Proponents respectfully submit that consolidating Proponents’ appeal
from the denial of the motion to vacate with their appeal from the district court’s
judgment on the merits will serve judicial economy and the interests of justice. As
an initial matter, the panel assigned to the merits appeal is by now familiar with the
4
proceedings leading up to the district court’s judgment on the merits, aspects of
which are relevant to Proponents’ motion to vacate the judgment. See Case No.
11-16577, Docket Entry 9 at 40-43, 59-61. It is accordingly appropriate that the
issues presented by the two appeals be considered and decided by the same panel.
Furthermore, a favorable ruling on Proponents’ motion to vacate the judgment
would obviate the need for this Court to decide the constitutional questions
presented by the district court’s decision invalidating Proposition 8. See
Ashwander v. Tennessee Valley Authority, 297 U.S. 288, 347 (1936) (Brandeis, J.,
concurring) (“Court will not pass upon a constitutional question although properly
presented by the record, if there is also present some other ground upon which the
case may be disposed of”).

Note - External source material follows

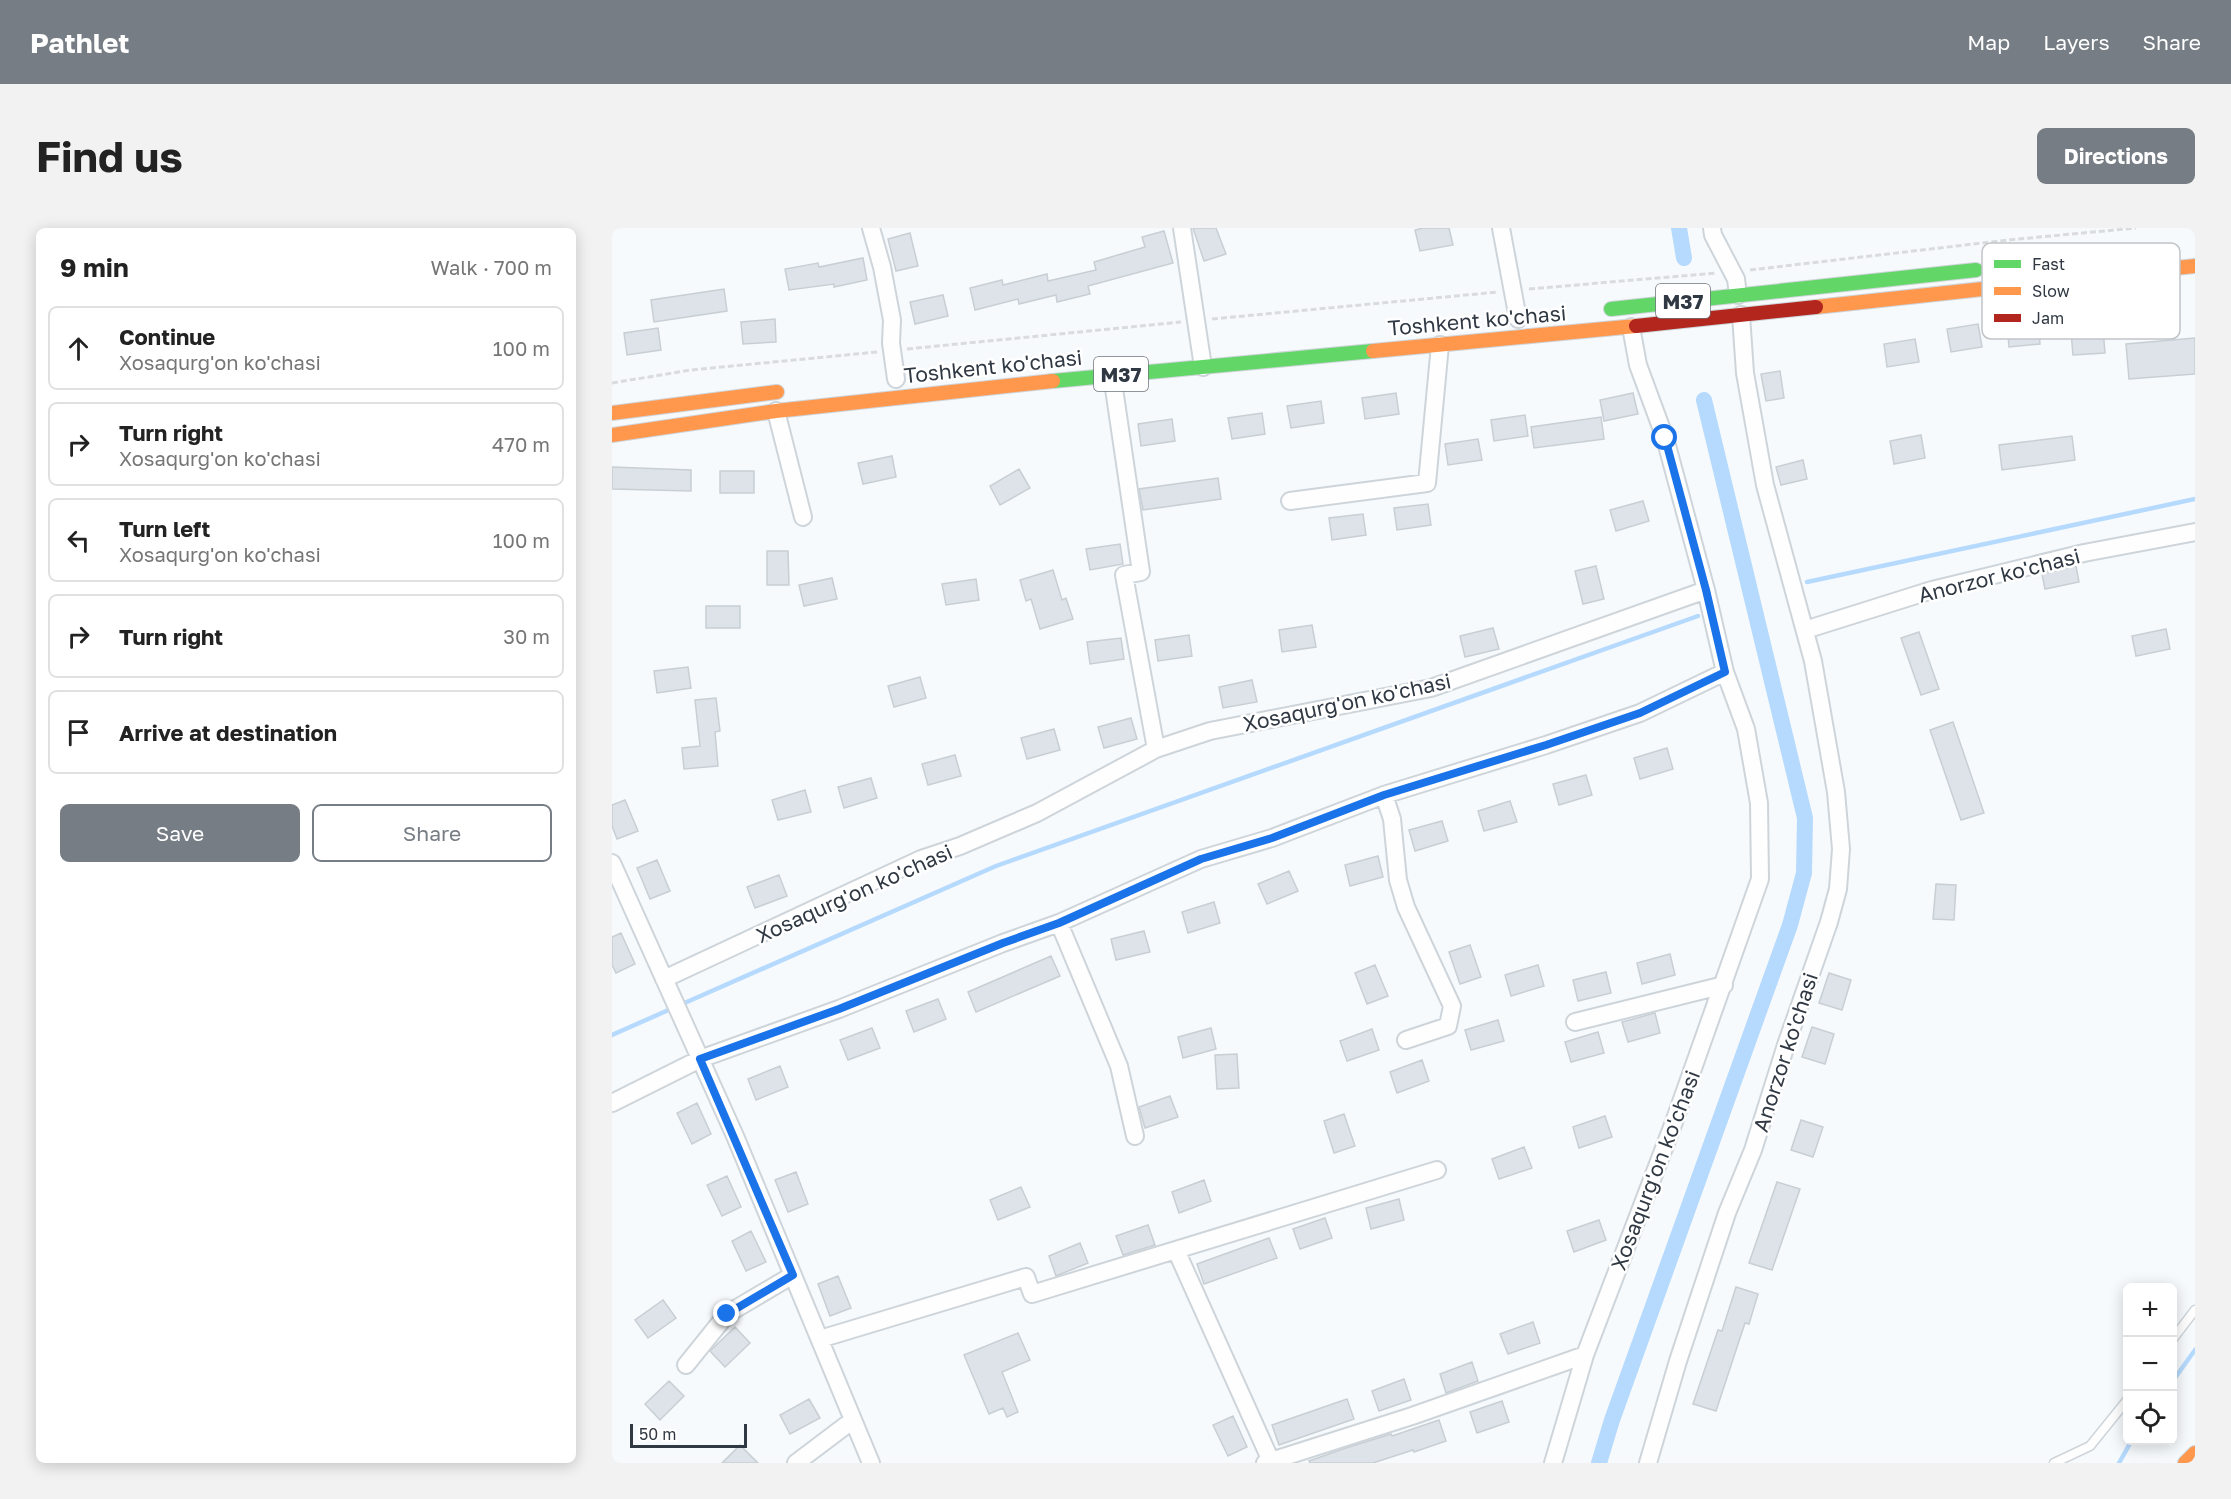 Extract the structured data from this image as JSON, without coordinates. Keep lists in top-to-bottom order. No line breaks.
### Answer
{"streets":{"main road":["M37","Toshkent ko'chasi"],"street":["Anorzor ko'chasi","Xosaqurg'on ko'chasi"]},"crossings":[["M37","Toshkent ko'chasi"],["M37","Anorzor ko'chasi"],["M37","Xosaqurg'on ko'chasi"],["Toshkent ko'chasi","Xosaqurg'on ko'chasi"]],"legend":["Fast","Slow","Jam"],"scale_bar":"50 m","page":{"header":"Pathlet","nav":["Map","Layers","Share"],"buttons":["Directions",["Save","Share"]],"title":"Find us","heading":["9 min","Walk · 700 m"],"list":[["Continue","Xosaqurg'on ko'chasi","100 m"],["Turn right","Xosaqurg'on ko'chasi","470 m"],["Turn left","Xosaqurg'on ko'chasi","100 m"],["Turn right","30 m"],"Arrive at destination"],"map_buttons":["+","−"],"scale":"50 m"}}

Indeed, if this Court determines that Judge Walker’s
ruling on the constitutionality of Proposition 8 must be vacated, there will be no
final judgment to review in Case No. 10-16696. Finally, because briefing is
complete in Case No. 11-16577 and the California Supreme Court has just
yesterday issued an opinion on the certified question in Case No. 10-16696,
consolidation need not result in any undue delay in the resolution of either appeal.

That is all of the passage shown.